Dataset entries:
:::::
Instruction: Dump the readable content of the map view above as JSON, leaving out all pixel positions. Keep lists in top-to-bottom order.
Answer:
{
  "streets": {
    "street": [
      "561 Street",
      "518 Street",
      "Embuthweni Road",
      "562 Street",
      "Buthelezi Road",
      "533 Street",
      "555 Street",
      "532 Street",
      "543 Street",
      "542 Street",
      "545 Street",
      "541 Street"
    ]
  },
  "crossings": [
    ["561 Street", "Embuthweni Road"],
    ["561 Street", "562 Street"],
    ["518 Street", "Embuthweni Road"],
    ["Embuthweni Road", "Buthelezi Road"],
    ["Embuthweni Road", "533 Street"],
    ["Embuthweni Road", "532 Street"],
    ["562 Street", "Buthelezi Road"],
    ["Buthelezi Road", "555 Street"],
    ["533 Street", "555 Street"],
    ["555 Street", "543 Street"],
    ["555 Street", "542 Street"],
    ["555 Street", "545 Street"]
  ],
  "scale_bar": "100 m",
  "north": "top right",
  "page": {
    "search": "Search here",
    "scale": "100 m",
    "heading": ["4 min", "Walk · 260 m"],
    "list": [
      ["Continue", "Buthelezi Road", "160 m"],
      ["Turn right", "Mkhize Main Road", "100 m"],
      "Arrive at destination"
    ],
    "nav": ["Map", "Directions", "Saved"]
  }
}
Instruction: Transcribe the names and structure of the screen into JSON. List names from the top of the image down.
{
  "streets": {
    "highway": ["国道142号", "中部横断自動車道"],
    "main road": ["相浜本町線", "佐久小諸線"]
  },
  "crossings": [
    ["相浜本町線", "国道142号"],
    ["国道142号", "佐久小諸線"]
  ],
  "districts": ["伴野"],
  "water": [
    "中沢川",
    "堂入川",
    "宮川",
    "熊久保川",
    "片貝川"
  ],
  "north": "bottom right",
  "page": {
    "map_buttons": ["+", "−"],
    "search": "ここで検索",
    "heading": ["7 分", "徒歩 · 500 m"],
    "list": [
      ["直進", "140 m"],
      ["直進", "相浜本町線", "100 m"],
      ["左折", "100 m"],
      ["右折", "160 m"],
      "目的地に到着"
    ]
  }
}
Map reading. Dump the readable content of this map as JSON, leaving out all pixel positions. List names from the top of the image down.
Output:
:::::
What the exercise asks: With the line containing "Map reading. Dump" as the first and the last line of the records as the final one, print exactly the lines in that span.

Result of this exercise:
Map reading. Dump the readable content of this map as JSON, leaving out all pixel positions. List names from the top of the image down.
Output:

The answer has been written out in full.